Thread: How to REINDEX in high volume environments?

How to REINDEX in high volume environments?

From
Justin Clift
Date:
Hi all,

Am experimenting to find out what kind of performance gain are achieved
from moving indexes to a different scsi drives than the WAL files, than
the data itself, etc.

Have come across an interesting problem.

Have moved the indexes to another drive, then created symlinks to them.

Ran a benchmark against the database, REINDEX'd the tables, VACUUM FULL
ANALYZE'd, prepared to re-run the benchmark again and guess what?

The indexes were back on the original drive.

The process of REINDEX-ing obviously creates another file then drops the
original.

Is there a way to allow REINDEX to work without having this side affect?

Pre-creating a bunch of dangling symlinks doesn't work (tried that, it
gives a "ERROR:  cannot create accounts_pkey: File exists" on FreeBSD
4.6.2 when using the REINDEX).

Any suggestions?

:-)

Regards and best wishes,

Justin Clift

-- 
"My grandfather once told me that there are two kinds of people: those
who work and those who take the credit. He told me to try to be in the
first group; there was less competition there."  - Indira Gandhi


Re: How to REINDEX in high volume environments?

From
"Shridhar Daithankar"
Date:
On 28 Sep 2002 at 17:08, Justin Clift wrote:

> Have moved the indexes to another drive, then created symlinks to them.
> Ran a benchmark against the database, REINDEX'd the tables, VACUUM FULL
> ANALYZE'd, prepared to re-run the benchmark again and guess what?
> 
> The indexes were back on the original drive.
> Is there a way to allow REINDEX to work without having this side affect?
> 
> Pre-creating a bunch of dangling symlinks doesn't work (tried that, it
> gives a "ERROR:  cannot create accounts_pkey: File exists" on FreeBSD
> 4.6.2 when using the REINDEX).

Looks like we should have a subdirectory in database directory which stores 
index.

May be transaction logs, indexes goes in separte directory which can be 
symlinked. Linking a directory is much simpler solution than linking a file.

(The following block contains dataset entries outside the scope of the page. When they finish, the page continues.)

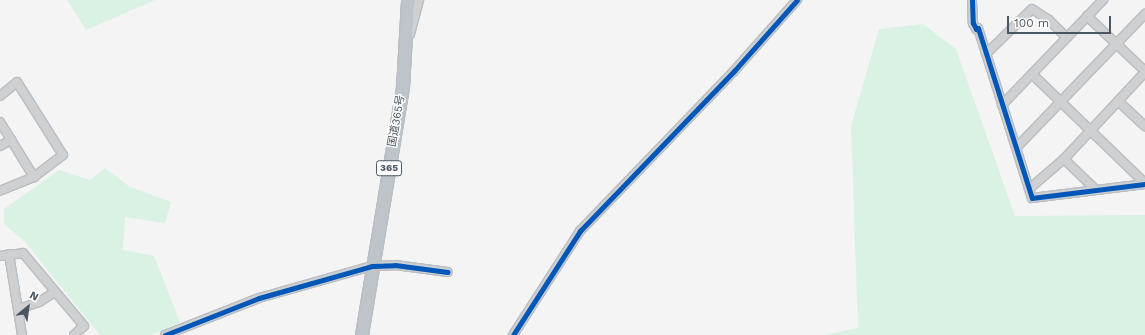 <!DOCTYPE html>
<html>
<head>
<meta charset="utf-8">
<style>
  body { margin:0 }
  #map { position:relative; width:1145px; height:335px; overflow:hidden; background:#f4f4f4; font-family:"Work Sans","Noto Sans JP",sans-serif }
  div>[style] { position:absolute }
  .green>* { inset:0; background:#d9f2e3 }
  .roads { filter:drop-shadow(1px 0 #b9bec3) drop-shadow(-1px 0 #b9bec3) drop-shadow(0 1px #b9bec3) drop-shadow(0 -1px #b9bec3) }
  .minor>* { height:8px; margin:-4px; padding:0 4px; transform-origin:4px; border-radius:4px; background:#ced0d2 }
  .highway>* { height:12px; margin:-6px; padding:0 6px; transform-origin:6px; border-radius:6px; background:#bec4c9 }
  .cycleway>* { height:5px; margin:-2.5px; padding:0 2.5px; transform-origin:2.5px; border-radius:2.5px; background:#0057b8 }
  span { translate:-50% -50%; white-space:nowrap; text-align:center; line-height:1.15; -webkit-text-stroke:3px #fff; paint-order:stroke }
  .shield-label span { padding:1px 3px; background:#fff; border:1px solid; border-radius:3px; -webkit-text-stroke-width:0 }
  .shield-label { font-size:10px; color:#4a5661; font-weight:700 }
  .street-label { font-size:11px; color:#4a5661 }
  .north { position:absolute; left:8px; top:287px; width:40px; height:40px; -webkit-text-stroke:3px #fff; paint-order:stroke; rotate:29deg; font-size:11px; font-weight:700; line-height:16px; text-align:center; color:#4a5661 }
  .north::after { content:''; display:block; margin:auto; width:14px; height:18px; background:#4a5661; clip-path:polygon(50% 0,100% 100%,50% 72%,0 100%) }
  .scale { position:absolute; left:1007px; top:16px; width:104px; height:18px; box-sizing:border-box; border:2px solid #4a5661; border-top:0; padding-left:5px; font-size:12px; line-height:14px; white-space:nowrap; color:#4a5661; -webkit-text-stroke:3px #fff; paint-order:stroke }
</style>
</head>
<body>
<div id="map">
  <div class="green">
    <div style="clip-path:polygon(67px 0,155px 0,86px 30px)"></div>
    <div style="clip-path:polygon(923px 24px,956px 49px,1015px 216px,1145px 215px,1145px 335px,824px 335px,858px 328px,851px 126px,879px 29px)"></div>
    <div style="clip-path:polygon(105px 168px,130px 187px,171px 202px,165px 223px,125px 217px,123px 250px,154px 256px,180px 322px,151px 335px,100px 335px,25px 242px,4px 224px,4px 209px,59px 170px,90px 180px)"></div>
  </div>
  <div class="roads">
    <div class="minor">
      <div style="left:972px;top:0;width:23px;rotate:88deg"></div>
      <div style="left:973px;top:23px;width:7px;rotate:63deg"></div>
      <div style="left:976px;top:29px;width:2px;rotate:-27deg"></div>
      <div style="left:978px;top:28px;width:178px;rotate:72.4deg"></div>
      <div style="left:1032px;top:198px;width:114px;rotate:-7.1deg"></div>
      <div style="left:1087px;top:16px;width:80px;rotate:43.5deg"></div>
      <div style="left:410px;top:34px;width:35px;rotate:-75deg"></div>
      <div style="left:986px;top:54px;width:64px;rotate:-44.4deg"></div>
      <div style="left:1032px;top:9px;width:20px;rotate:33deg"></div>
      <div style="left:1049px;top:20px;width:25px;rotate:45deg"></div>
      <div style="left:1032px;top:74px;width:157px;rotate:44deg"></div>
      <div style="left:0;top:96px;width:22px;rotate:-39deg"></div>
      <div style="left:17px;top:82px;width:86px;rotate:57.8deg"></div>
      <div style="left:63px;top:155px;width:36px;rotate:143deg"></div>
      <div style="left:34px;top:177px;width:37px;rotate:158deg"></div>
      <div style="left:1118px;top:101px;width:37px;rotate:43deg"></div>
      <div style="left:1002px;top:105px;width:146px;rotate:-46.1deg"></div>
      <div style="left:0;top:122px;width:65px;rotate:58.3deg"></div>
      <div style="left:0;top:146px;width:13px;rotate:-29deg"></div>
      <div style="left:1017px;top:147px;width:185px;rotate:-46.1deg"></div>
      <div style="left:1064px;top:159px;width:43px;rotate:44.1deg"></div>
      <div style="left:1029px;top:189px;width:46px;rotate:-40.6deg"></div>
      <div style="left:1064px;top:159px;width:119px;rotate:-47deg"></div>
      <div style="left:9px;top:254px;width:82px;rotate:80.9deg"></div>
      <div style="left:0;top:256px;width:23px;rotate:-7deg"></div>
      <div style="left:23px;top:253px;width:95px;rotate:50.1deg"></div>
      <div style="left:84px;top:326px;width:13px;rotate:138deg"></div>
      <div style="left:18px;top:309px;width:22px;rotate:-18deg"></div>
      <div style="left:39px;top:302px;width:19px;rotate:-32deg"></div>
      <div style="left:165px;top:335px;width:101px;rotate:-21.5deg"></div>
      <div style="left:259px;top:298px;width:117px;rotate:-15.8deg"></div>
      <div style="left:372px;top:266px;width:23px;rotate:-2deg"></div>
      <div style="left:395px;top:265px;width:53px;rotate:7.5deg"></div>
      <div style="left:513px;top:335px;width:124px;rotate:-57.2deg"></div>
      <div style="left:580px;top:231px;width:222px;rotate:-46.1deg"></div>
      <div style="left:734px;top:71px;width:95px;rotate:-48.4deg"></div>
    </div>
    <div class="highway">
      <div style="left:362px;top:335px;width:250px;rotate:-80.6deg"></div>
      <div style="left:403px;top:88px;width:88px;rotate:-86.7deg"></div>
    </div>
  </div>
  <div class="cycleway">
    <div style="left:972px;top:0;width:23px;rotate:88deg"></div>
    <div style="left:973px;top:23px;width:7px;rotate:63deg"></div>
    <div style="left:976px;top:29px;width:2px;rotate:-27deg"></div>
    <div style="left:978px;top:28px;width:178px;rotate:72.4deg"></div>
    <div style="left:1032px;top:198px;width:114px;rotate:-7.1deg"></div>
    <div style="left:165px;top:335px;width:101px;rotate:-21.5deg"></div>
    <div style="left:259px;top:298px;width:117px;rotate:-15.8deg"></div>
    <div style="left:372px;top:266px;width:23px;rotate:-2deg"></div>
    <div style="left:395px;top:265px;width:53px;rotate:7.5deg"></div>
    <div style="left:513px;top:335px;width:124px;rotate:-57.2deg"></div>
    <div style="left:580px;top:231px;width:222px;rotate:-46.1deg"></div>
    <div style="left:734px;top:71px;width:95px;rotate:-48.4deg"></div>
  </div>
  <div class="shield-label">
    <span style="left:389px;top:168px">365</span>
  </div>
  <div class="street-label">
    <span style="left:397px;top:121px;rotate:-80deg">国道365号</span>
  </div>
  <div class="north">N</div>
  <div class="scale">100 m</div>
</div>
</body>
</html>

I suggest we have per database transaction log and indexes created in separate 
subdirectories for each database. Furhter given that large tables are segmented 
after one GB size, a table should have it's own subdirectory optionally..

At the cost of few inodes, postgresql would gain much more flexibility and 
hence tunability..

May be TODO for 7.4? Anyone?

ByeShridhar

--
Software, n.:    Formal evening attire for female computer analysts.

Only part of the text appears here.